Naive application of my Intuitions spotting an analogy So lets say we have an electron bound in a coulomb potential with energy quantum number $n$ absolute angular momentum number $l$ and z-direction angular momentum number $m$. Looking at photon interactions lets start with the most simple case of a photon with circular polarization $\sigma_+$ or $\sigma_-$ hitting our system from the direction of the z-axis. I then would expect $m$ to change by $+1$ for $\sigma_+$ or $-1$ for $\sigma_-$ and the $l$ and $n$ quantum-numbers accordingly depended on the sign of $m$ before the absorption.
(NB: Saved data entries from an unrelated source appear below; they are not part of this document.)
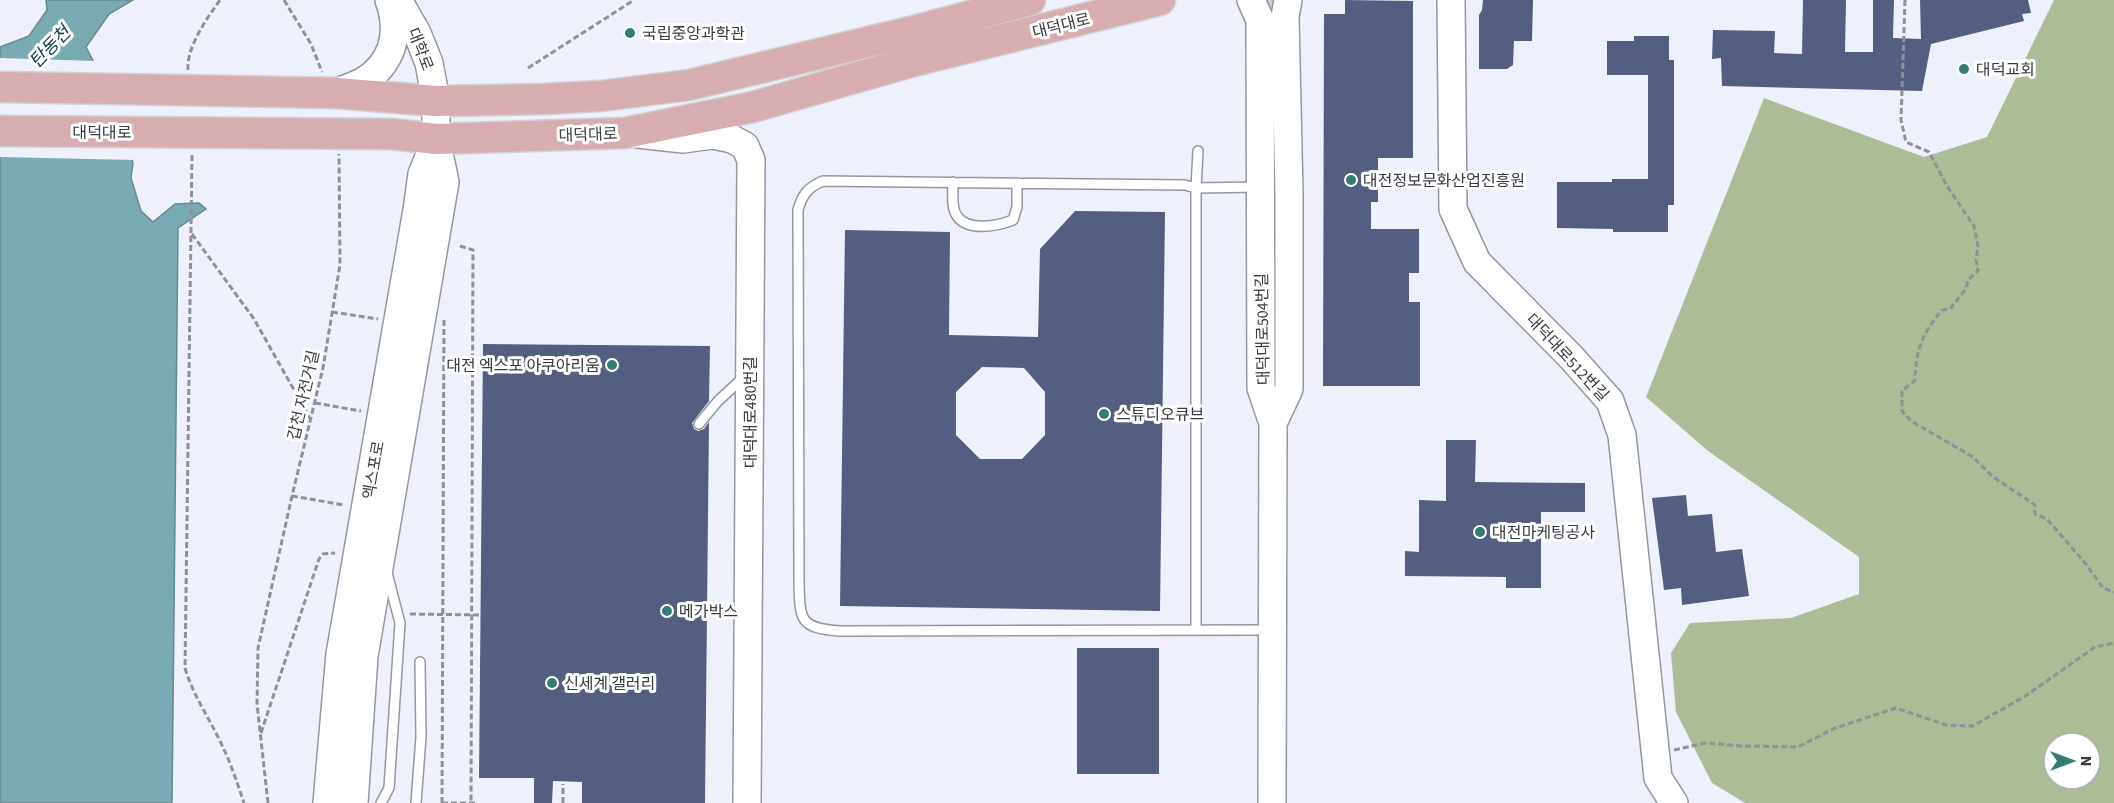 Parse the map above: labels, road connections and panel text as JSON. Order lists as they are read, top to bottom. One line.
{"streets":{"main road":["대덕대로"],"street":["대학로","대덕대로504번길","대덕대로512번길","대덕대로480번길","엑스포로"],"path":["갑천 자전거길"]},"crossings":[["대덕대로","대학로"],["대덕대로","대덕대로480번길"],["대덕대로","엑스포로"],["대학로","엑스포로"]],"water":["탄동천"],"places":["국립중앙과학관","대덕교회","대전정보문화산업진흥원","대전 엑스포 아쿠아리움","스튜디오큐브","대전마케팅공사","메가박스","신세계 갤러리"],"north":"right"} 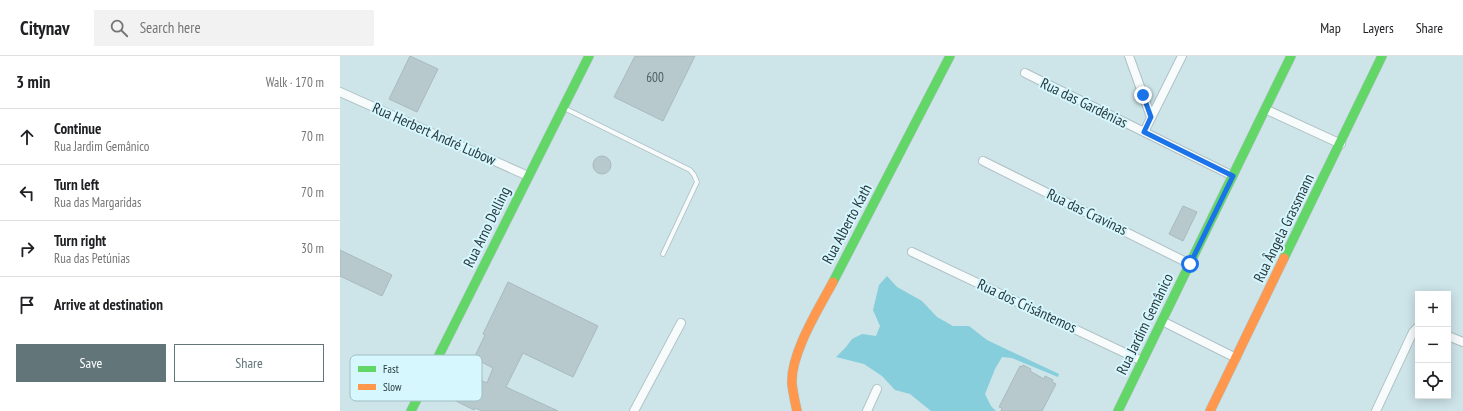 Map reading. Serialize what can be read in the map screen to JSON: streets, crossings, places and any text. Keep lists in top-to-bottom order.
{
  "streets": {
    "street": [
      "Rua das Gardênias",
      "Rua Herbert André Lubow",
      "Rua das Cravinas",
      "Rua Alberto Kath",
      "Rua Arno Delling",
      "Rua Ângela Grassmann",
      "Rua dos Crisântemos",
      "Rua Jardim Gemânico"
    ]
  },
  "crossings": [
    ["Rua das Gardênias", "Rua Jardim Gemânico"],
    ["Rua Herbert André Lubow", "Rua Arno Delling"],
    ["Rua das Cravinas", "Rua Jardim Gemânico"],
    ["Rua dos Crisântemos", "Rua Jardim Gemânico"]
  ],
  "house_numbers": ["600"],
  "legend": ["Fast", "Slow"],
  "page": {
    "header": "Citynav",
    "search": "Search here",
    "nav": ["Map", "Layers", "Share"],
    "heading": ["3 min", "Walk · 170 m"],
    "list": [
      ["Continue", "Rua Jardim Gemânico", "70 m"],
      ["Turn left", "Rua das Margaridas", "70 m"],
      ["Turn right", "Rua das Petúnias", "30 m"],
      "Arrive at destination"
    ],
    "map_buttons": ["+", "−"],
    "buttons": ["Save", "Share"]
  }
} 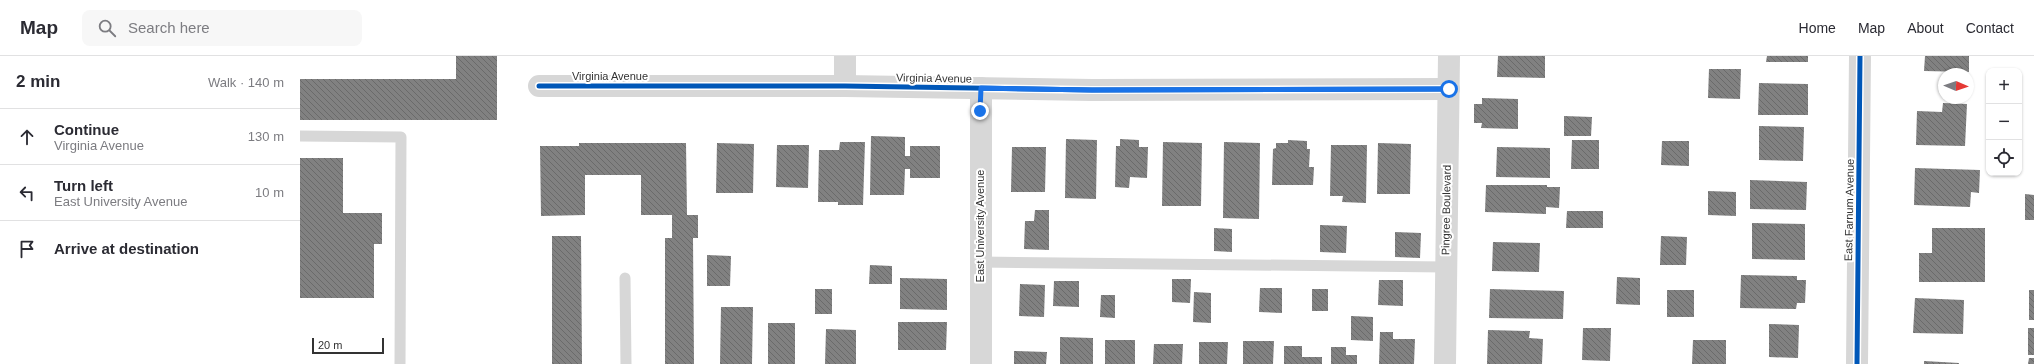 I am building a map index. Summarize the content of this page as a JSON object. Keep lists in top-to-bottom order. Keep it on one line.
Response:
{"streets":{"street":["Virginia Avenue","Pingree Boulevard","East Farnum Avenue","East University Avenue"]},"crossings":[["Virginia Avenue","Pingree Boulevard"],["Virginia Avenue","East University Avenue"]],"scale_bar":"20 m","north":"right","page":{"header":"Map","search":"Search here","nav":["Home","Map","About","Contact"],"heading":["2 min","Walk · 140 m"],"map_buttons":["+","−"],"list":[["Continue","Virginia Avenue","130 m"],["Turn left","East University Avenue","10 m"],"Arrive at destination"],"scale":"20 m"}} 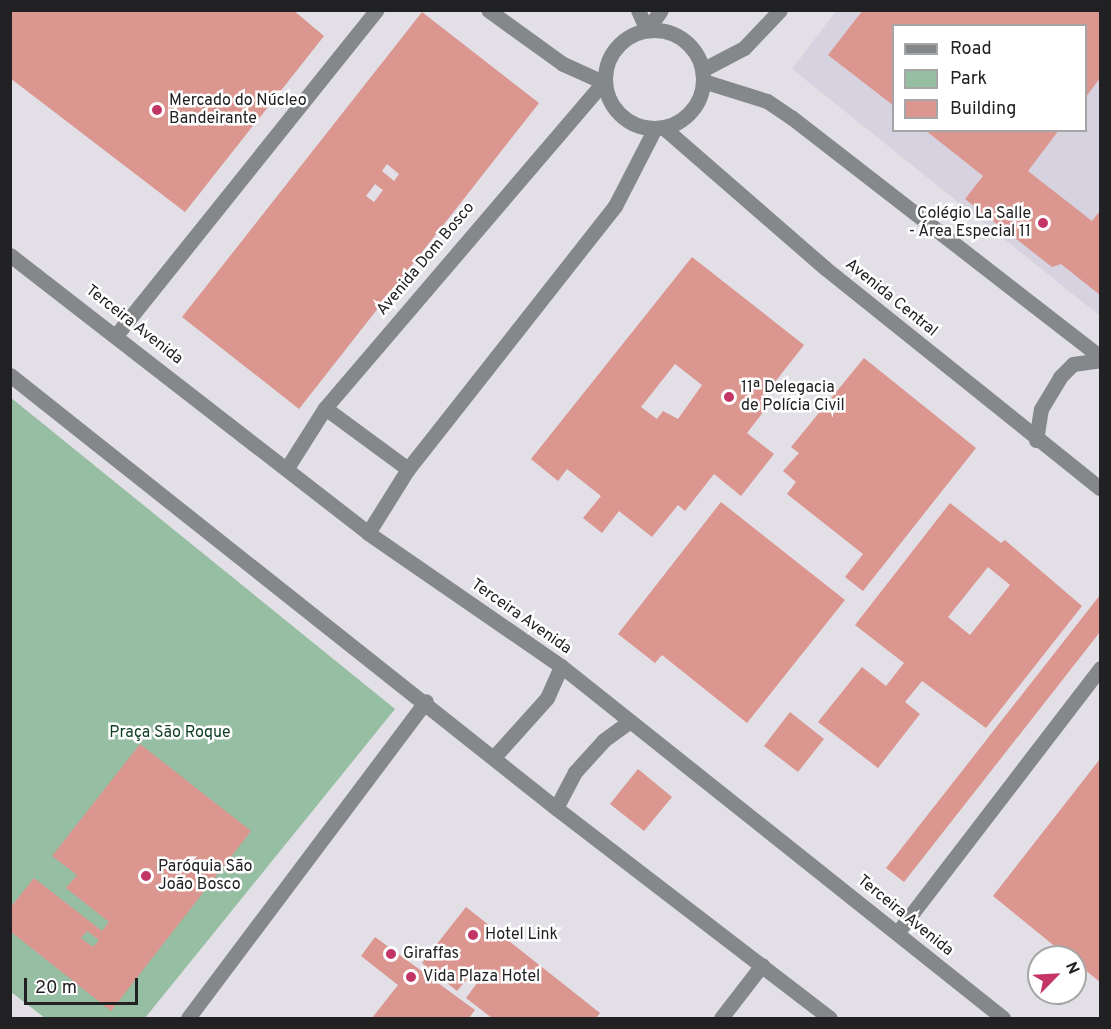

That is also how its described here.

Now as I understand it the spin-state of a photon can be described as a Vector in a 2-dimensional Hilbert space spanned by the states $\sigma_+$ or $\sigma_-$ (, because its a spin 1-particle and the 0 spin-component-state is forbidden for some QED reasons, that I never understood). What we would like to do now is to map the photon spins onto angular momenta. Since we know the photon-spin-space is isomorphic to the electron-spin-space and we already identified 2 states in both spaces that correspond to carrying sharply defined angular momentum in the direction of the $z-$axis, it would seem rather intuitive to just map those spaces onto each other by mapping $\sigma_+$ and $\sigma_-$ to the spin states in $z$-direction, which would be the eigenstates of Pauli-matrix $ \begin{pmatrix} 1 & 0\\ 0 & -1 \end{pmatrix}. $ After doing that I would assume that the eigenstates of angular momentum in $x-$direction of the photon would be the ones generated by throwing that Isomoprhism on the spin eigenstates in $x-$direction of the electron, so the eingenstates of $ \begin{pmatrix} 0 & 1\\ 1 & 0 \end{pmatrix} $, which would lead to $\frac{1}{\sqrt{2}} (\sigma_+ + \sigma_-)$ and $\frac{1}{\sqrt{2}} (\sigma_+ - \sigma_-)$, which look kind of like linear polarized light-states.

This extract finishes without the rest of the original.